### SOURCE MATERIAL

= = = = = = =

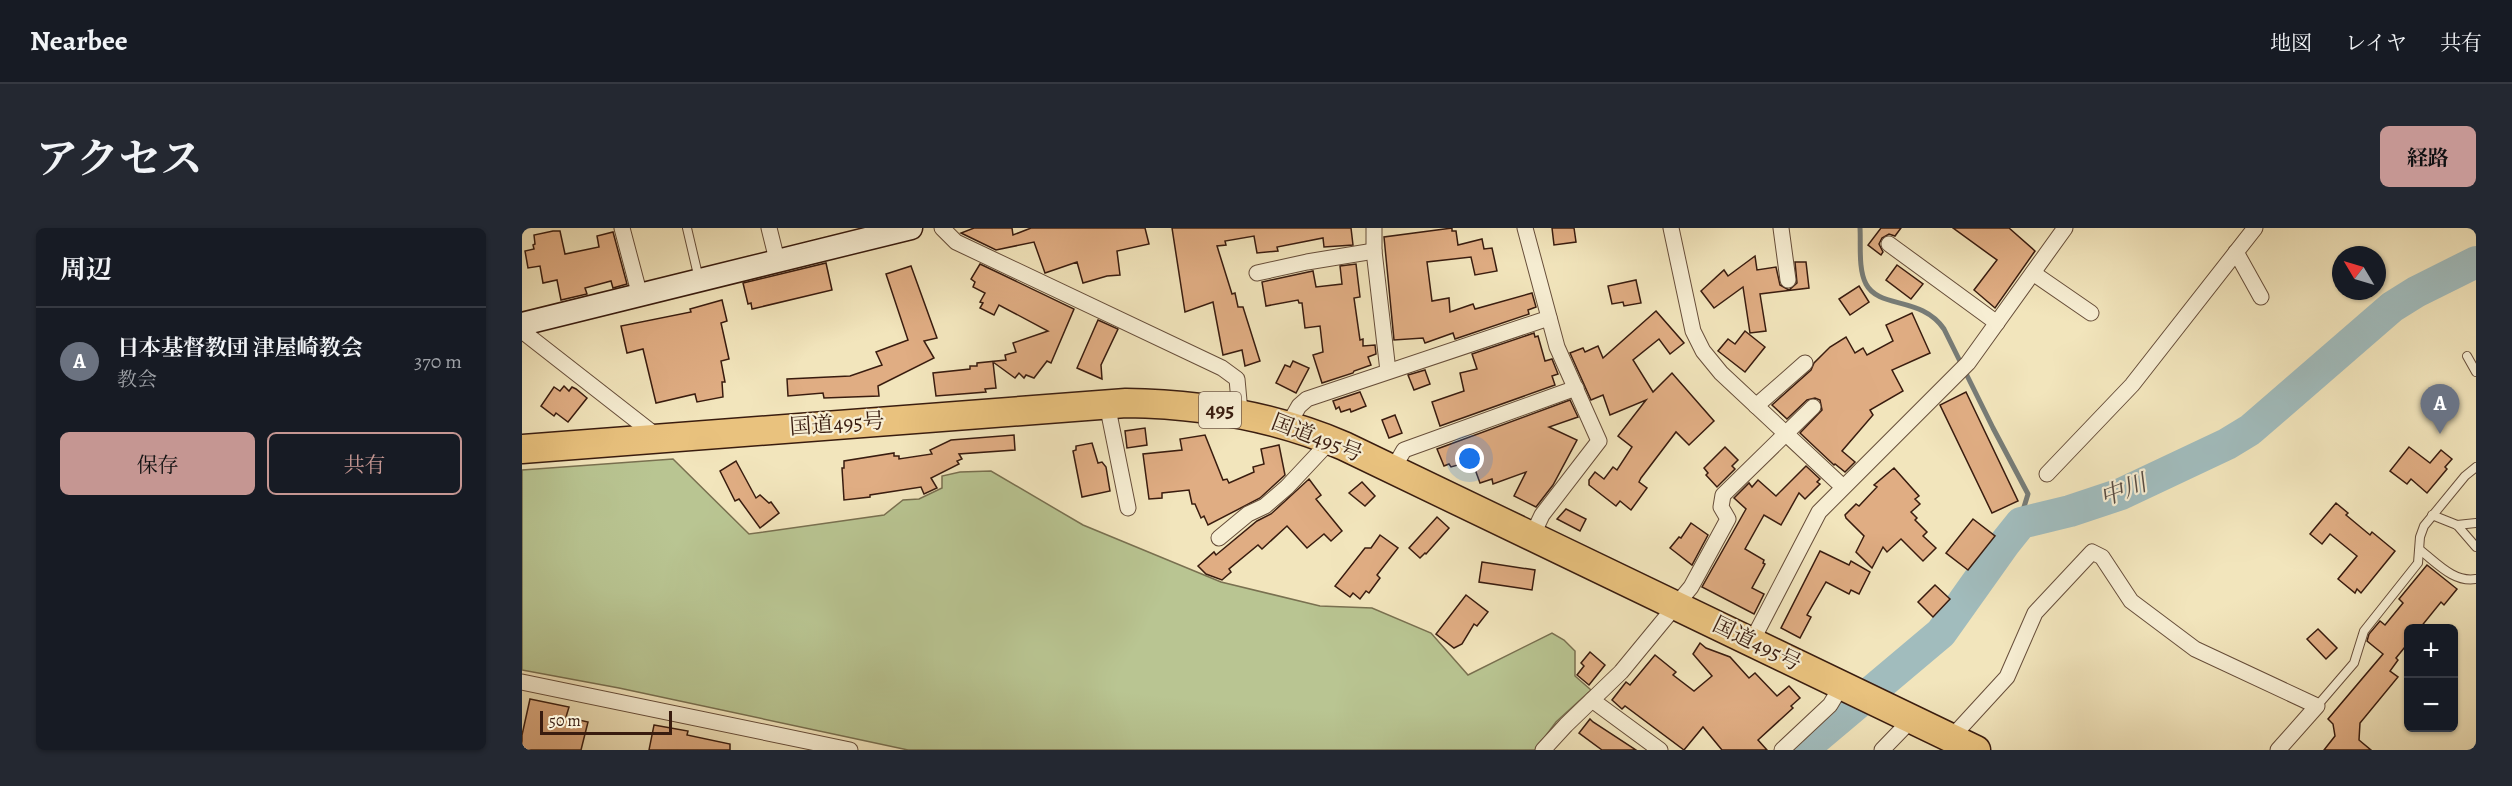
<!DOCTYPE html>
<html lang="ja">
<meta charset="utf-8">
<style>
body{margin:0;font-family:Alegreya,"Noto Serif JP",serif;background:#242831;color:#f1f3f6}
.controls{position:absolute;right:18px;bottom:18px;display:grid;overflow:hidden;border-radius:9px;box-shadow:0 2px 4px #0004}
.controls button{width:54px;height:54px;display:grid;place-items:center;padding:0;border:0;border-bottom:2px solid #363941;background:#171b24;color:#f1f3f6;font:30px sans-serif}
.compass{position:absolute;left:1810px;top:18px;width:54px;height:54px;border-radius:50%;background:#171b24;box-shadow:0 2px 4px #0004;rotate:308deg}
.scale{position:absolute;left:18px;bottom:15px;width:132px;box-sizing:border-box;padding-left:6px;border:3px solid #391c0f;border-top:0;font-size:16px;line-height:21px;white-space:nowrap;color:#391c0f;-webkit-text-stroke:4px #f7eed3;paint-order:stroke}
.you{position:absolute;left:948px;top:231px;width:21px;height:21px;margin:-15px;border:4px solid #fff;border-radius:50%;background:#1a73e8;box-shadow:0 0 0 9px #1a73e833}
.badge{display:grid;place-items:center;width:39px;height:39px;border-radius:50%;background:#c59692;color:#fff;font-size:20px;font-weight:700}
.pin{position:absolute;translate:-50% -50px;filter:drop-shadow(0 2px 3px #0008)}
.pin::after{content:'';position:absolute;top:32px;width:21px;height:18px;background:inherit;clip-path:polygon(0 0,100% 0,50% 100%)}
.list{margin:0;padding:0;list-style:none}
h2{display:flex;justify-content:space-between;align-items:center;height:78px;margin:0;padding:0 24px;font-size:26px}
h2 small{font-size:20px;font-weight:400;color:#9ea1a6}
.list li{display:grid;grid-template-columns:39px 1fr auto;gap:18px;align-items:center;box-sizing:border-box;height:108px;padding:0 24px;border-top:2px solid #363941}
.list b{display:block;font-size:22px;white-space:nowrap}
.list p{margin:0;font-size:20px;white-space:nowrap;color:#9ea1a6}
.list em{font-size:20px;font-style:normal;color:#9ea1a6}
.actions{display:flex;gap:12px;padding:18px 24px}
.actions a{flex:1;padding:14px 0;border:2px solid #c59692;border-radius:9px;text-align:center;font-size:21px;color:#c59692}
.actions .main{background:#c59692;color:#111}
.map{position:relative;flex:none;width:1954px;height:522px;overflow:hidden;border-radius:9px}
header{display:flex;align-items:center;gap:36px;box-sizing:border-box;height:84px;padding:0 30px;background:#171b24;border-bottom:2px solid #363941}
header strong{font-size:28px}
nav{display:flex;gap:33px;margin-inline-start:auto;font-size:21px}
.intro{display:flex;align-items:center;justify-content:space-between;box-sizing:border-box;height:144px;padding:0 36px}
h1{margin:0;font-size:42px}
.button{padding:15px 27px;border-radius:9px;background:#c59692;color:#111;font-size:21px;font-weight:700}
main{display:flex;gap:36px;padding:0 36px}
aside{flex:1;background:#171b24;border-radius:9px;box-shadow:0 2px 4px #0004}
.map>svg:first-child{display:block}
</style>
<header>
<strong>Nearbee</strong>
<nav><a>地図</a><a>レイヤ</a><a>共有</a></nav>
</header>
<div class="intro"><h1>アクセス</h1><a class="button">経路</a></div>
<main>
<aside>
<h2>周辺<small></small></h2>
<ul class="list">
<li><span class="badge" style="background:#6b7280">A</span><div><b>日本基督教団 津屋崎教会</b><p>教会</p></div><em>370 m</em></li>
</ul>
<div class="actions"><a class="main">保存</a><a>共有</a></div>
</aside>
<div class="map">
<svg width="1954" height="522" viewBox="0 0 1954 522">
<rect width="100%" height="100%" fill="#f2e5bc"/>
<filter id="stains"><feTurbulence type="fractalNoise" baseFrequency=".00333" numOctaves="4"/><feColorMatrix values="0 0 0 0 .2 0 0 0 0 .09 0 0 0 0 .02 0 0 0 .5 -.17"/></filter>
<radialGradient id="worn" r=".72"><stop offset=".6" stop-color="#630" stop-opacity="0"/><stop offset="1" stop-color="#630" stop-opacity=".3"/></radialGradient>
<!-- green -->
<path fill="#b9c592" stroke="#797050" stroke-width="1.5" d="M 151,231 L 227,306 L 362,287 L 381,272 L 397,271 L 420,260 L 420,248 L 438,244 L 469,243 L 561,297 L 699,354 L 798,378 L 850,380 L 909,405 L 946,447 L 1030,405 L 1042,412 L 1053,423 L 1053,448 L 1069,462 L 1034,494 L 1013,522 L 386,522 L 97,460 L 0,442 L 0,242 Z"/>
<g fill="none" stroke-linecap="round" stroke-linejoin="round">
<!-- stream -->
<path stroke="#777c77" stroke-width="5" d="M 1338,0 C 1339,16 1336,41 1344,56 C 1357,81 1400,68 1422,101 L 1471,200 L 1506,266 L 1498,292 L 1499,295"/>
<!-- river -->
<path stroke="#a1bcbd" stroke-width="32" d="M 1280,522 L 1419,405 L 1483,315 L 1499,295 L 1548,283 L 1599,266 L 1705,216 L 1728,202 L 1870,79 L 1894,64 L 1954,34"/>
</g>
<!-- building -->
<g fill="#e0ad83" stroke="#391c0f" stroke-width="1.5">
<path d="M 452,0 L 490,0 L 491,7 L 509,0 L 623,0 L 627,16 L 595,23 L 598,47 L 585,48 L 561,55 L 555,34 L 523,45 L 512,14 L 474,22 L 439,5 Z"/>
<path d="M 650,0 L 829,0 L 831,17 L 802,19 L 801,10 L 755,19 L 756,23 L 735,25 L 732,8 L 703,13 L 704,17 L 695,18 L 710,66 L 713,65 L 716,79 L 721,79 L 738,133 L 723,138 L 720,122 L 701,127 L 691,74 L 663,84 Z"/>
<path d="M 930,0 L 930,3 L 934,3 L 936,17 L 960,11 L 962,21 L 970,20 L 975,43 L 953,47 L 949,29 L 905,34 L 910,73 L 927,70 L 928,84 L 951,76 L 953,81 L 1010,65 L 1014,79 L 1006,82 L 1007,86 L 933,111 L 931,105 L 903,115 L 901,110 L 872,112 L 862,9 Z"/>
<path d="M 1030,0 L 1052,0 L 1054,14 L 1032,17 Z"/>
<path d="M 1359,0 L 1379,0 L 1373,8 L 1367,6 L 1360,10 L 1357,16 L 1361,24 L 1359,27 L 1346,17 Z"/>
<path d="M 1431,0 L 1487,0 L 1513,23 L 1473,80 L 1452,62 L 1475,32 Z"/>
<path d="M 31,3 L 38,3 L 43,26 L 77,19 L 75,8 L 91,4 L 105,56 L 91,60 L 89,53 L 63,60 L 65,66 L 39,72 L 35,52 L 21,55 L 18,38 L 6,40 L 3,23 L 12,21 L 11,17 L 13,16 L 12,7 Z"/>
<path d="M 1233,28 L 1235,42 L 1254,39 L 1258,57 L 1267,62 L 1275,55 L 1273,34 L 1284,34 L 1287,60 L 1238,66 L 1244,103 L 1228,105 L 1221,59 L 1192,80 L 1179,63 L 1202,42 L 1206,48 Z"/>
<path d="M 304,35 L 310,62 L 230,81 L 229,75 L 226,76 L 221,55 Z"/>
<path d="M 458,36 L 552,81 L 529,135 L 525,133 L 512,150 L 504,147 L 502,150 L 497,145 L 493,150 L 471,134 L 474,160 L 463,161 L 464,164 L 414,168 L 411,145 L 448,141 L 448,138 L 455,138 L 455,135 L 484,132 L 483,127 L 494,124 L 491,115 L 526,103 L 477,77 L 472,87 L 458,80 L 461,75 L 458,74 L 463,65 L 451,59 L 453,54 L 449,51 Z"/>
<path d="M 834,36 L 838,69 L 832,70 L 838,112 L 841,111 L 841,118 L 853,117 L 854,126 L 846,129 L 849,137 L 832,143 L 831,145 L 800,155 L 791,127 L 801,124 L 798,98 L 783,100 L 780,75 L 777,75 L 776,72 L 744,78 L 740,54 L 791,43 L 794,59 L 820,56 L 818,38 Z"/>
<path d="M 1375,37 L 1401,56 L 1389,71 L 1364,52 Z"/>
<path d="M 389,38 L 415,110 L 402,113 L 412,130 L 356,158 L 357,168 L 302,170 L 301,165 L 266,168 L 265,151 L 328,148 L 360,137 L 354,124 L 386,112 L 364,46 Z"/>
<path d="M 1114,52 L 1119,75 L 1102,78 L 1101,74 L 1090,76 L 1086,58 Z"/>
<path d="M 1337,58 L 1347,74 L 1328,87 L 1317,71 Z"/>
<path d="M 200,72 L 205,93 L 199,95 L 207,131 L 199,133 L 203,154 L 200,154 L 201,169 L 175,174 L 173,166 L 134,175 L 121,121 L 105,125 L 99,98 L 169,84 L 168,81 Z"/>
<path d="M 1134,83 L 1162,115 L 1148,126 L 1137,111 L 1111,132 L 1131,164 L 1150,145 L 1192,193 L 1167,217 L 1154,204 L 1119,250 L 1117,254 L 1125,260 L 1109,282 L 1098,273 L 1094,278 L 1067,257 L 1067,252 L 1073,244 L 1082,251 L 1091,239 L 1095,242 L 1110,219 L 1096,208 L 1124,172 L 1088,187 L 1081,167 L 1069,172 L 1048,125 L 1061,120 L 1063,124 L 1076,118 L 1081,130 Z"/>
<path d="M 1390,85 L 1408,125 L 1370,142 L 1381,163 L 1348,182 L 1351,187 L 1320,223 L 1333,234 L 1323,244 L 1313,236 L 1312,237 L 1278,205 L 1300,182 L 1298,172 L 1293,170 L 1285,172 L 1265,191 L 1250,177 L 1289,142 L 1292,135 L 1308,119 L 1324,109 L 1333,125 L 1341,120 L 1345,127 L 1371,113 L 1364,97 Z"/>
<path d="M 576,92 L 596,101 L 579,137 L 580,151 L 555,140 Z"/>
<path d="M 1223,103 L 1243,119 L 1223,144 L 1196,123 L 1206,111 L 1213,116 Z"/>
<path d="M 1012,105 L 1013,109 L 1016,108 L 1023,133 L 1030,131 L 1036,146 L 1030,148 L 1033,157 L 918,198 L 910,174 L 942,163 L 938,145 L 955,141 L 950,126 Z"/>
<path d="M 771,133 L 787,140 L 774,165 L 754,155 L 763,137 L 768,139 Z"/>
<path d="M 903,142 L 908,156 L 892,162 L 886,147 Z"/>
<path d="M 42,158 L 47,163 L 50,159 L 54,161 L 65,170 L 46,194 L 34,185 L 32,188 L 19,178 L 32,159 L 38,163 Z"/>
<path d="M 838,164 L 844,178 L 829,184 L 828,181 L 819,184 L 817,179 L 814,181 L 811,173 Z"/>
<path d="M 1444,164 L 1496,273 L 1470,285 L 1418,177 Z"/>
<path d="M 1048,172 L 1056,189 L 1027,199 L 1055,212 L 1031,257 L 1014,279 L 992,268 L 1004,244 L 971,256 L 970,251 L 958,255 L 950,233 L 929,239 L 927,236 L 922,238 L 915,221 Z"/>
<path d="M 873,187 L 880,205 L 867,210 L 860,192 Z"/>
<path d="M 623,200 L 625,217 L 605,220 L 603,203 Z"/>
<path d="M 492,207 L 493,222 L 437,226 L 440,231 L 435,233 L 437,236 L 409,250 L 415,260 L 402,266 L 399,259 L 348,267 L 348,269 L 322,272 L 320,240 L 322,240 L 322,233 L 372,225 L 372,228 L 377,228 L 377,231 L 410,226 L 408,222 L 429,212 Z"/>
<path d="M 683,207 L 701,252 L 705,251 L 707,255 L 732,244 L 731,239 L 742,236 L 739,221 L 757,217 L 763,247 L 738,270 L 686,297 L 682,288 L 679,290 L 673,276 L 670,276 L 667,262 L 640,265 L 640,270 L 627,271 L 621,226 L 660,222 L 658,211 Z"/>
<path d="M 570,215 L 576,235 L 580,234 L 584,239 L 588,263 L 560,269 L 551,223 L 554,222 L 554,218 Z"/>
<path d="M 1203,219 L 1216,232 L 1210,238 L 1213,241 L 1195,259 L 1184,247 L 1186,245 L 1182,240 Z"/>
<path d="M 1887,219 L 1908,235 L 1919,222 L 1930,231 L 1923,239 L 1925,241 L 1905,265 L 1889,251 L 1885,256 L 1868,243 Z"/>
<path d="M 214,233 L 234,270 L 238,267 L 247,275 L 249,274 L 257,285 L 238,300 L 217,271 L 213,273 L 198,243 Z"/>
<path d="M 1284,238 L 1298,251 L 1295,254 L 1298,256 L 1283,271 L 1277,265 L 1259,297 L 1242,287 L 1223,321 L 1242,332 L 1241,335 L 1243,336 L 1230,360 L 1242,366 L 1232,386 L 1180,359 L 1224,281 L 1212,270 L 1227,255 L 1230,259 L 1236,252 L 1254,268 Z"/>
<path d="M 1372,240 L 1397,268 L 1393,271 L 1398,276 L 1389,284 L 1395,290 L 1393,292 L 1405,304 L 1401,308 L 1414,320 L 1401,333 L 1379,311 L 1365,324 L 1361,319 L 1350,340 L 1334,324 L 1342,308 L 1324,290 L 1323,287 L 1334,276 L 1337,278 L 1355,259 L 1352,257 Z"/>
<path d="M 787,251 L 799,267 L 794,271 L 820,303 L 809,313 L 802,306 L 785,320 L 765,298 L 740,321 L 736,317 L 707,341 L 709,344 L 700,352 L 684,346 L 676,338 L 692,324 L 694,327 L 735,293 L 749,286 Z"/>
<path d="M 840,254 L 853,268 L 843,278 L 827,265 Z"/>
<path d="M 1814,275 L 1826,285 L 1824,287 L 1848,307 L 1850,304 L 1873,323 L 1839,365 L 1835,361 L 1833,365 L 1816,351 L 1835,328 L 1808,306 L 1800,316 L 1788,306 Z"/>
<path d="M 1044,281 L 1064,291 L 1058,303 L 1035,291 Z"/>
<path d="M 915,289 L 927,300 L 904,326 L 903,325 L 898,330 L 887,320 Z"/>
<path d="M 1451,291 L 1473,308 L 1446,342 L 1424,325 Z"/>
<path d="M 1169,295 L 1186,307 L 1170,337 L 1148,320 L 1157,309 L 1159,310 Z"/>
<path d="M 858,307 L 876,320 L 855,347 L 858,350 L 847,365 L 844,363 L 838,371 L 831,365 L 828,369 L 813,358 L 843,320 L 849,320 Z"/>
<path d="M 1298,323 L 1327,337 L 1329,333 L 1348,344 L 1337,366 L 1329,362 L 1327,366 L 1304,354 L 1285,387 L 1289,389 L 1278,410 L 1259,400 Z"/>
<path d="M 960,334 L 1013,342 L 1010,362 L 957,354 Z"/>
<path d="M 1905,337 L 1935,361 L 1922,377 L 1919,374 L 1898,400 L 1887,400 L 1887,414 L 1874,430 L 1876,432 L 1868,443 L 1876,449 L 1838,495 L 1837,512 L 1849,522 L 1802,522 L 1813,508 L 1811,496 L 1806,491 L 1861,426 L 1845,413 L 1847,406 L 1858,393 L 1863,397 L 1881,375 L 1877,371 Z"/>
<path d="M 1413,357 L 1428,371 L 1411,389 L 1396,374 Z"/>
<path d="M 944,367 L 966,384 L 955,398 L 952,396 L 940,416 L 932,420 L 914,406 Z"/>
<path d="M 1796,401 L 1815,420 L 1804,431 L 1785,411 Z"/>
<path d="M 1178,415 L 1184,420 L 1208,429 L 1227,450 L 1233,445 L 1255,468 L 1267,458 L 1278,470 L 1269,478 L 1271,480 L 1236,512 L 1245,522 L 1200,522 L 1181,499 L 1162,522 L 1103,478 L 1100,481 L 1090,472 L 1104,454 L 1108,457 L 1133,427 L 1154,444 L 1151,447 L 1172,463 L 1190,448 L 1171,426 Z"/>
<path d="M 1068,424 L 1083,437 L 1067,457 L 1055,447 L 1062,438 L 1059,435 Z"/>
<path d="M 8,471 L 47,479 L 44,489 L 66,494 L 59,522 L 0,522 L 0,507 Z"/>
<path d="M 1068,491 L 1071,494 L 1114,522 L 1080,522 L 1057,505 Z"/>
<path d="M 132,497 L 166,503 L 165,507 L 208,516 L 208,522 L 127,522 Z"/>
</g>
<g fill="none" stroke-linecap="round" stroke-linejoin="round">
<!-- lane casing -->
<g stroke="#674e3a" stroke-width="10">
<g id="lane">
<path d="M 165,0 L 177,51"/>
<path d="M 1945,128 L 1954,144"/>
<path d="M 1910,287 L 1935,297 L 1954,319"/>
<path d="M 1935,297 L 1954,295"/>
<path d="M 1898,322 C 1915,335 1932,355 1954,351"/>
<path d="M 1795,478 L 1832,435 L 1842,403 L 1896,335 L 1898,309 L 1902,298 L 1943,248 L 1954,239"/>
</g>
</g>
<!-- street casing -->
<g stroke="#674e3a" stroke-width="17">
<g id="street">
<path d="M 100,0 L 118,68"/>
<path d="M 247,0 L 255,32"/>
<path d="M 420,0 L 434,14 L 700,140 L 715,151 L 718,184"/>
<path d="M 852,0 L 852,23 L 866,143"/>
<path d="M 1003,0 L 1035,119 L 1077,213 L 1020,287 L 1010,308"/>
<path d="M 1149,0 L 1171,103 L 1181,123 L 1199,145 L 1321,259"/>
<path d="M 1259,0 L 1266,52"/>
<path d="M 1367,16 L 1475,95"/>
<path d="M 1714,24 L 1739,69"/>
<path d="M 735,45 L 785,34 L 852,23"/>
<path d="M 1511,45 L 1569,85"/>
<path d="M 0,103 L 137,210"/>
<path d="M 585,176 L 606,280"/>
<path d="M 1234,178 L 1283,135"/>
<path d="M 766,197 L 777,178 L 785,171 L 1027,90"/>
<path d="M 871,241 L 882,222 L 1054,160"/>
<path d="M 1525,246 L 1610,157 L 1733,0"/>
<path d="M 697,310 L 726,286 L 743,278 L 765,259 L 809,212"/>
<path d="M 1230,413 L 1297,284 L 1446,135 L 1543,0"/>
<path d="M 0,454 L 328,522"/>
<path d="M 1070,472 L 1138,522"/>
<path d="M 1429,510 L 1485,449 L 1513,385 L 1570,324 L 1580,329 L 1609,373 L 1673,421 L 1795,478 L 1756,522"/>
<path d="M 1021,522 L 1044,497 L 1099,444 L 1169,359 L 1206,291 L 1199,279 L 1201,267 L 1291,179"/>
<path d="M 1260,522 L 1308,477 L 1320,457"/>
<path d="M 1360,522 L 1390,491"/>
</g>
</g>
<!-- secondary casing -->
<g stroke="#391c0f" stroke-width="25">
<path id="secondary" d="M 0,96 L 389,0"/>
</g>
<!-- highway casing -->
<g stroke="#391c0f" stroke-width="31">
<path id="highway" d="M 0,221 L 604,175 C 680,176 752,188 822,218 L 1454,522"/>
</g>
<!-- lane -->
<use href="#lane" stroke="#f7eed3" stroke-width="8"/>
<!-- street -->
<use href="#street" stroke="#f7eed3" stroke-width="15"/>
<!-- secondary -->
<use href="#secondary" stroke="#f7eed3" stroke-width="22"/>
<!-- highway -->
<use href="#highway" stroke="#e9c27e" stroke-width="28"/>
</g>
<g text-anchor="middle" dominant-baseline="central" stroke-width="4.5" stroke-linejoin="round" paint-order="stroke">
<!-- shield labels -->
<rect fill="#f7eed3" stroke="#725b4a" stroke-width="1.5" x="677" y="164" width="42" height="36" rx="4.5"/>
<g font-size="21" font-weight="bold" fill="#391c0f">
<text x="698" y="182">495</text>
</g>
<!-- street labels -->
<g font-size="22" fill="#391c0f" stroke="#f7eed3">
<text transform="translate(315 196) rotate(-4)">国道495号</text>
<text transform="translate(795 210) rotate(21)">国道495号</text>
<text transform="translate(1235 416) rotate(26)">国道495号</text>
</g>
<!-- water labels -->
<g font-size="24" font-style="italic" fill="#584c43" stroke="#f7eed3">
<text transform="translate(1601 262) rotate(-21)">中川</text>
</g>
</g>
<rect width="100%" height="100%" filter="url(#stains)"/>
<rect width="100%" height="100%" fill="url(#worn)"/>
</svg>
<div class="controls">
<button>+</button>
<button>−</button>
</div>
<svg class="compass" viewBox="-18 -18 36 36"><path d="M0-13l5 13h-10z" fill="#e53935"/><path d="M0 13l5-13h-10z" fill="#9ea1a6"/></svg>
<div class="scale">50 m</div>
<div class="you"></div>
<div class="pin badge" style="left:1918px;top:206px;background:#6b7280">A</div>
</div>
</main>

= = = = = = =

### EXERCISE
Read the listing. Copy each line that has the word "overflow" in it.

### WRITTEN RESPONSE
.controls{position:absolute;right:18px;bottom:18px;display:grid;overflow:hidden;border-radius:9px;box-shadow:0 2px 4px #0004}
.map{position:relative;flex:none;width:1954px;height:522px;overflow:hidden;border-radius:9px}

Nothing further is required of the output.